#### [Data shown]

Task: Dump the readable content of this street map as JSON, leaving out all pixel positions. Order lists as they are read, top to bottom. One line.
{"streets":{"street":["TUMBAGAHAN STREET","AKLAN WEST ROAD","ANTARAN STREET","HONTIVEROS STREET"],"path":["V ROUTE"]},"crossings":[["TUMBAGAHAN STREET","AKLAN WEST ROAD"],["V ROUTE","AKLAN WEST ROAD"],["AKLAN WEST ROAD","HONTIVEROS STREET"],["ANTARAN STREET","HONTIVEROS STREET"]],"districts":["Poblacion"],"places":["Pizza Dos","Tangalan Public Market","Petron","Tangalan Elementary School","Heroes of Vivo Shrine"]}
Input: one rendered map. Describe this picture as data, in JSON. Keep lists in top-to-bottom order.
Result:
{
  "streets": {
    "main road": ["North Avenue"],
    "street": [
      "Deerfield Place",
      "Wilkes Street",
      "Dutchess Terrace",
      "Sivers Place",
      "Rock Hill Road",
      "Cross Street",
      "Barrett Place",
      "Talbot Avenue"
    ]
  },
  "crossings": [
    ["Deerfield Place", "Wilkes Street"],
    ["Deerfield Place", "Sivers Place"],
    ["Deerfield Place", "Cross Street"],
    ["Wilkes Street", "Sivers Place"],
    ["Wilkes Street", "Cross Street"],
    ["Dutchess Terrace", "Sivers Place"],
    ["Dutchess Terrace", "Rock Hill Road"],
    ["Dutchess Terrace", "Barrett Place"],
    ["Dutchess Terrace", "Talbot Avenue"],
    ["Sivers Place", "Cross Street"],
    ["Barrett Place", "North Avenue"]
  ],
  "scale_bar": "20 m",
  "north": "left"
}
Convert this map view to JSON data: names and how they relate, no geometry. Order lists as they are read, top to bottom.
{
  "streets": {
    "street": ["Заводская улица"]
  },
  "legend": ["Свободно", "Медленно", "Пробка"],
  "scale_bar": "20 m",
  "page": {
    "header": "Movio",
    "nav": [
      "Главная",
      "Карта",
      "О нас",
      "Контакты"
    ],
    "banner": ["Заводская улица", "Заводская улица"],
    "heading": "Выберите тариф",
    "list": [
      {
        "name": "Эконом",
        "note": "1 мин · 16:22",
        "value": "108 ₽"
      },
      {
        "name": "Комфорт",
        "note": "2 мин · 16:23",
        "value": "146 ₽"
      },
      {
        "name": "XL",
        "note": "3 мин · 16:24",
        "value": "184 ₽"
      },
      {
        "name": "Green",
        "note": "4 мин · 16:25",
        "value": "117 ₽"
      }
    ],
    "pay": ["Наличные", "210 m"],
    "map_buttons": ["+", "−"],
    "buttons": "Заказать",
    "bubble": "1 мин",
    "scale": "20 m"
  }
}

#### [Exercise description]
What is needed is an exact transcription of all the data.

#### [The answer]
Task: Dump the readable content of this street map as JSON, leaving out all pixel positions. Order lists as they are read, top to bottom. One line.
{"streets":{"street":["TUMBAGAHAN STREET","AKLAN WEST ROAD","ANTARAN STREET","HONTIVEROS STREET"],"path":["V ROUTE"]},"crossings":[["TUMBAGAHAN STREET","AKLAN WEST ROAD"],["V ROUTE","AKLAN WEST ROAD"],["AKLAN WEST ROAD","HONTIVEROS STREET"],["ANTARAN STREET","HONTIVEROS STREET"]],"districts":["Poblacion"],"places":["Pizza Dos","Tangalan Public Market","Petron","Tangalan Elementary School","Heroes of Vivo Shrine"]}
Input: one rendered map. Describe this picture as data, in JSON. Keep lists in top-to-bottom order.
Result:
{
  "streets": {
    "main road": ["North Avenue"],
    "street": [
      "Deerfield Place",
      "Wilkes Street",
      "Dutchess Terrace",
      "Sivers Place",
      "Rock Hill Road",
      "Cross Street",
      "Barrett Place",
      "Talbot Avenue"
    ]
  },
  "crossings": [
    ["Deerfield Place", "Wilkes Street"],
    ["Deerfield Place", "Sivers Place"],
    ["Deerfield Place", "Cross Street"],
    ["Wilkes Street", "Sivers Place"],
    ["Wilkes Street", "Cross Street"],
    ["Dutchess Terrace", "Sivers Place"],
    ["Dutchess Terrace", "Rock Hill Road"],
    ["Dutchess Terrace", "Barrett Place"],
    ["Dutchess Terrace", "Talbot Avenue"],
    ["Sivers Place", "Cross Street"],
    ["Barrett Place", "North Avenue"]
  ],
  "scale_bar": "20 m",
  "north": "left"
}
Convert this map view to JSON data: names and how they relate, no geometry. Order lists as they are read, top to bottom.
{
  "streets": {
    "street": ["Заводская улица"]
  },
  "legend": ["Свободно", "Медленно", "Пробка"],
  "scale_bar": "20 m",
  "page": {
    "header": "Movio",
    "nav": [
      "Главная",
      "Карта",
      "О нас",
      "Контакты"
    ],
    "banner": ["Заводская улица", "Заводская улица"],
    "heading": "Выберите тариф",
    "list": [
      {
        "name": "Эконом",
        "note": "1 мин · 16:22",
        "value": "108 ₽"
      },
      {
        "name": "Комфорт",
        "note": "2 мин · 16:23",
        "value": "146 ₽"
      },
      {
        "name": "XL",
        "note": "3 мин · 16:24",
        "value": "184 ₽"
      },
      {
        "name": "Green",
        "note": "4 мин · 16:25",
        "value": "117 ₽"
      }
    ],
    "pay": ["Наличные", "210 m"],
    "map_buttons": ["+", "−"],
    "buttons": "Заказать",
    "bubble": "1 мин",
    "scale": "20 m"
  }
}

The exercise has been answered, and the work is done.